It is difficult to analyze this issue due to significant time skew between
instances in the cluster.
The following information is extracted from following file:
Here is the REJOIN event from node 9 that was reported.
n1c1m4 was restarted at 11:41:58 AM PDT on Aug 31, 2010.|#]
The above log event from node 9 is stating that instance "n1c1m4" was restarted
49 seconds in the future. Current time on node 9 is 11:41:09 and machine
running instance n1c1m4 was restarted at 11:41:58 in the future.

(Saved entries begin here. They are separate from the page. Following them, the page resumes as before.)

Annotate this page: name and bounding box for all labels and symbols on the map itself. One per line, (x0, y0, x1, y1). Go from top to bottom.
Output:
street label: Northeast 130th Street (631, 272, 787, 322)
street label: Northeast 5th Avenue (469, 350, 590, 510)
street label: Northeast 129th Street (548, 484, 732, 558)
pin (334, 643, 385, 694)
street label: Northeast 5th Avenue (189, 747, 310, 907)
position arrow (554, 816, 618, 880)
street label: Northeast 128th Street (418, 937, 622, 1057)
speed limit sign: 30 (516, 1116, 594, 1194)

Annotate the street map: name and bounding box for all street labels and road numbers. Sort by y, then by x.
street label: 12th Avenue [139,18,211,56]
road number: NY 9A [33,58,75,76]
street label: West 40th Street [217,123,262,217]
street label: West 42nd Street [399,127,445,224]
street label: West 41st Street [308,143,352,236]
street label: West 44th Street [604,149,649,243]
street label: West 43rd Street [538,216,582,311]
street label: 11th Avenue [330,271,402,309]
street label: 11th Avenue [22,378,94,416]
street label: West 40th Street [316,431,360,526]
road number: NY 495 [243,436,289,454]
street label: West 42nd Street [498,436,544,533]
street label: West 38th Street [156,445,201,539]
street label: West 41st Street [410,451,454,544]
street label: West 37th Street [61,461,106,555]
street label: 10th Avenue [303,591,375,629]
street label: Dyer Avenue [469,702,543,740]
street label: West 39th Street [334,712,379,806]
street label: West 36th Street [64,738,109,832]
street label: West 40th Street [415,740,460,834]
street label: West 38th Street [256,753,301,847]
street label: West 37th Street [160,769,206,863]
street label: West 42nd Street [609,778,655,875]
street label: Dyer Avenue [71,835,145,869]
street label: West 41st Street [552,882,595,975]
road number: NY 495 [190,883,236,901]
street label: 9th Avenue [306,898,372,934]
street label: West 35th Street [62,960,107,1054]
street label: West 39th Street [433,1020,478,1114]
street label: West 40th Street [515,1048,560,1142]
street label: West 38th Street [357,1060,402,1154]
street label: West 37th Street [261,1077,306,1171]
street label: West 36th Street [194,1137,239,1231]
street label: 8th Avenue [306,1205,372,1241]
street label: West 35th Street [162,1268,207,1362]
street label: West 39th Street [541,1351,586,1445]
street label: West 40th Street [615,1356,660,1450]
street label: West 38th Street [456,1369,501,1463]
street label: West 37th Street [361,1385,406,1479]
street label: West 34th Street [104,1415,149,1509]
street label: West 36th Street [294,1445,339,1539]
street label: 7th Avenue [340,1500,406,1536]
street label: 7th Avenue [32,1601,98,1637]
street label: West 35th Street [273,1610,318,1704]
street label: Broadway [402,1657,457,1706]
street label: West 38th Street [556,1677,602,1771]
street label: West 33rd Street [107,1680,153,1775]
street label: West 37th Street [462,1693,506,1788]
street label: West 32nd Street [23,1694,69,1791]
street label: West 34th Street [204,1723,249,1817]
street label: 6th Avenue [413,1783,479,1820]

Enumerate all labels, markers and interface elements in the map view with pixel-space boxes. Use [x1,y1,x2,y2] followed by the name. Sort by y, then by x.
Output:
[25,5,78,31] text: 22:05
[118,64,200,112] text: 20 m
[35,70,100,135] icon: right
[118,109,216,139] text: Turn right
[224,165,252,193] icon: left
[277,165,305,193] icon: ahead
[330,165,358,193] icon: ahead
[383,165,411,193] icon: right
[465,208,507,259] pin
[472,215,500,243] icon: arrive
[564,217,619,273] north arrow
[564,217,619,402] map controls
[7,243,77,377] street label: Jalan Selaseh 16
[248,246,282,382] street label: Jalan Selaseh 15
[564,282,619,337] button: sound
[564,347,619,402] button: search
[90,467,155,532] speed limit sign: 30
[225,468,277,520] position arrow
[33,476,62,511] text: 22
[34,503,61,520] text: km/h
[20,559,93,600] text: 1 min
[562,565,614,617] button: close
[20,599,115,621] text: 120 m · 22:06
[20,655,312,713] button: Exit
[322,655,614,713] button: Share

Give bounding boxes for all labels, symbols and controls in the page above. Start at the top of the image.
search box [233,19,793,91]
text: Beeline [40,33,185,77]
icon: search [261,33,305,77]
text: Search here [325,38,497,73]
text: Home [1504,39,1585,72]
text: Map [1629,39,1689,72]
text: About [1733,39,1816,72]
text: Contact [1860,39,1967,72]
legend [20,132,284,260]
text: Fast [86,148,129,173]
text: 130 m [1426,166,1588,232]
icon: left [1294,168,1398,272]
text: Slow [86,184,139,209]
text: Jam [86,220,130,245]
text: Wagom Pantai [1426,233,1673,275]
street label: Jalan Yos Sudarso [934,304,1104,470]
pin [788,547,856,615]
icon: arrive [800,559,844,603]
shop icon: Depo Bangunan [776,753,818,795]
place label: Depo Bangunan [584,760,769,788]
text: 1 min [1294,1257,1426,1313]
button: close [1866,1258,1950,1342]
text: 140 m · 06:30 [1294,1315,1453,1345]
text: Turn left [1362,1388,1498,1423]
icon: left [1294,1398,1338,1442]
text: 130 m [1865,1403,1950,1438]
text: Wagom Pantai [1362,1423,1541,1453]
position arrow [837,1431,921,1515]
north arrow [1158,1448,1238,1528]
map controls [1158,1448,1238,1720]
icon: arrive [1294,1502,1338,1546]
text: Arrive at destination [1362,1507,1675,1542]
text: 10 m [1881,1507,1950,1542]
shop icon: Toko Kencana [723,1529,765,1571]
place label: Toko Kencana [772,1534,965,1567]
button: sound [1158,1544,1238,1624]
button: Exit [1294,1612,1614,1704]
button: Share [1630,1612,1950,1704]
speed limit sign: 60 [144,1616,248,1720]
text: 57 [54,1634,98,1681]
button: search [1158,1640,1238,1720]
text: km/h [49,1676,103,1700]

There is at least a 49 second skew in clock time between node9 and the machine
running n1c1m4. While we should be able to handle such a case, it is not ideal
conditions to be investigating this issue under. Given that the timing in the
test is in granularity of 15 and 20 second waits, the time skew should not be so
large in these initial test runs. (unless we have a test scenario that is
testing specifically how GMS fares when the clustered instances have significant
time skew between them.)
Examining time skew across clustered instances based on a common event.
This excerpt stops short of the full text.